Rome & Jewels is choreographer Rennie Harris' new hip-hop version of the Romeo and Juliet story, set in the streets of Philly where the Caps and the Monster Qs fight for control.

Hey, Yo! Young Lovers

For never was a story of more woe

Than this of Juliet and her Romeo.

True words when William Shakespeare set down those lines 400 years ago and still true today. No story before or since has quite matched the tale of those star-crossed Verona teens for heartache. Romeo and Juliet are so very young, so very passionate, and so very full of promise that it makes their fate all the more senseless and heart-rendingly sad. That may be why we return to it so often and in so many ways: the play itself, Shakespeare's R&J, the ballet, the musical West Side Story, the comedies Romanoff and Juliet and Goodnight Desdemona (Good Morning Juliet), the film Romeo Must Die, and so on.

This has proven to be an exceptional season for those timeless young lovers. We've already seen a production of Shakespeare's drama at the Mary Moody Northen Theatre; a ballet choreographed by Stephen Mills at Ballet Austin; a solo performance piece by Rob Nash in which the characters from his Holy Cross High plays perform Romeo and Juliet; and, though it was not seen by the public, a workshop of Jaston Williams' comedy Romeo and Thorazine, in which inmates in a sanitarium perform you-know-what. Now comes another adaptation, this one with music and dance, closer in spirit to West Side Story, though as different from that version of R&J as it was from Shakespeare's.

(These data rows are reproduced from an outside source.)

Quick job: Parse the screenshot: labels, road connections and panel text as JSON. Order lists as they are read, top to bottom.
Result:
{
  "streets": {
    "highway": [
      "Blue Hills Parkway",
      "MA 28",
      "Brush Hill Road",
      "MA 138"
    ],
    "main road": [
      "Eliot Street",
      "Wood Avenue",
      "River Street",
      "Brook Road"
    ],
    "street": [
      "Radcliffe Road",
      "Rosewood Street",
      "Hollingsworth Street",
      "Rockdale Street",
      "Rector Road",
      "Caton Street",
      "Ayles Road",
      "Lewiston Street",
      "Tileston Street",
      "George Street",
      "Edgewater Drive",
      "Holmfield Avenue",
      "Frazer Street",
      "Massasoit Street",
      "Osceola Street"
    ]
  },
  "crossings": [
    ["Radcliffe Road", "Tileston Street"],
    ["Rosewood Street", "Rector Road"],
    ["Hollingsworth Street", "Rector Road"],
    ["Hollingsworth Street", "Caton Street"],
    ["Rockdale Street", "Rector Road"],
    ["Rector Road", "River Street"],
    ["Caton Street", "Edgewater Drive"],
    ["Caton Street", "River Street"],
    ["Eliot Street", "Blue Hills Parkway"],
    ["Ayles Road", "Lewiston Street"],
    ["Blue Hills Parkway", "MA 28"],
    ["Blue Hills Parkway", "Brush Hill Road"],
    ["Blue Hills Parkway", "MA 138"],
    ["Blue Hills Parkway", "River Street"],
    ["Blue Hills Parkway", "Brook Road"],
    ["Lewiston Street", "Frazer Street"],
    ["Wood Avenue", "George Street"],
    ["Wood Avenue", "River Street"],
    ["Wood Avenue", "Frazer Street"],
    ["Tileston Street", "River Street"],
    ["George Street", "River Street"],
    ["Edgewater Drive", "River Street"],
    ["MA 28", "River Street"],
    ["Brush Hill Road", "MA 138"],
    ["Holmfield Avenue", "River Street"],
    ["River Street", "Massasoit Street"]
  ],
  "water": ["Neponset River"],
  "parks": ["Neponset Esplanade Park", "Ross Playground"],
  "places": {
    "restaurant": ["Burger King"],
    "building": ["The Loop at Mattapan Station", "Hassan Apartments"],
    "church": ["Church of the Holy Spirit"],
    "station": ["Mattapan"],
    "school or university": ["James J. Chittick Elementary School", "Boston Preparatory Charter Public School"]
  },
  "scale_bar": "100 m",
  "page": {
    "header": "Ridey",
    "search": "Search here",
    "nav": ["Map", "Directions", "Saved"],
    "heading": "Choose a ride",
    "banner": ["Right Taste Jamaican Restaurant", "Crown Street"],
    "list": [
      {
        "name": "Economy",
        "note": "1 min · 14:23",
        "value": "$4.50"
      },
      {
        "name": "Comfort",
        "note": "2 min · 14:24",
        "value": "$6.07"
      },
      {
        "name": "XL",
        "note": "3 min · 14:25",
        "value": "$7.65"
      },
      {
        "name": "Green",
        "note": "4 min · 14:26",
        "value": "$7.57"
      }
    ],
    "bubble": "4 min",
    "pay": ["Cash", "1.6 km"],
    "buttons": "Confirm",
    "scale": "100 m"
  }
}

Rome & Jewels is a hip-hop version of the story, set in the streets of Philly where the Caps and the Monster Qs fight for control. Rome belongs to the Monster Qs; he is its angel of death, the bringer of the ruckus, chaos, and mayhem -- that is, until he meets Jewels, a woman who introduces him to the concept of love and with it a new way of looking at life, an alternative to the gangsta life, to killing. Rome is ready to follow a path of peace, but his gang brothers Ben V and Mercutio won't have it, and the Caps won't either; they want revenge on Rome for seeing Jewels, who had been seeing Tybalt, a Cap. And that sets the stage for the inevitable conflict and tragedy with which this story always ends.

Choreographer Rennie Harris is the force behind this new adaptation, which was co-commissioned by the University of Texas Performing Arts Center. He draws on his own experiences in the neighborhoods of inner-city Philadelphia to shape the world in which his young lovers come together, and he directs a corps of powerfully talented artists (members of his company Rennie Harris Puremovement) to give this contemporary street story not only an authentic voice but some dynamic moves, via an amazing array of choreographed hip-hop spins, breaks, and jumps. It's a piece very much of our times, with a raw spirit much like West Side Story had when it debuted. And yet under its up-to-the-minute urban skin beats the same heart as in Shakespeare's play. In fact, Harris liberally incorporates the Bard's poetry into his text, finding in it a kindred rhythm and form of expression to rap. It offers proof, as West Side Story did a couple of generations ago, that the streets may be different, the slang may change, but the love shared by Romeo and Juliet still speaks to us. They die, but it lives on.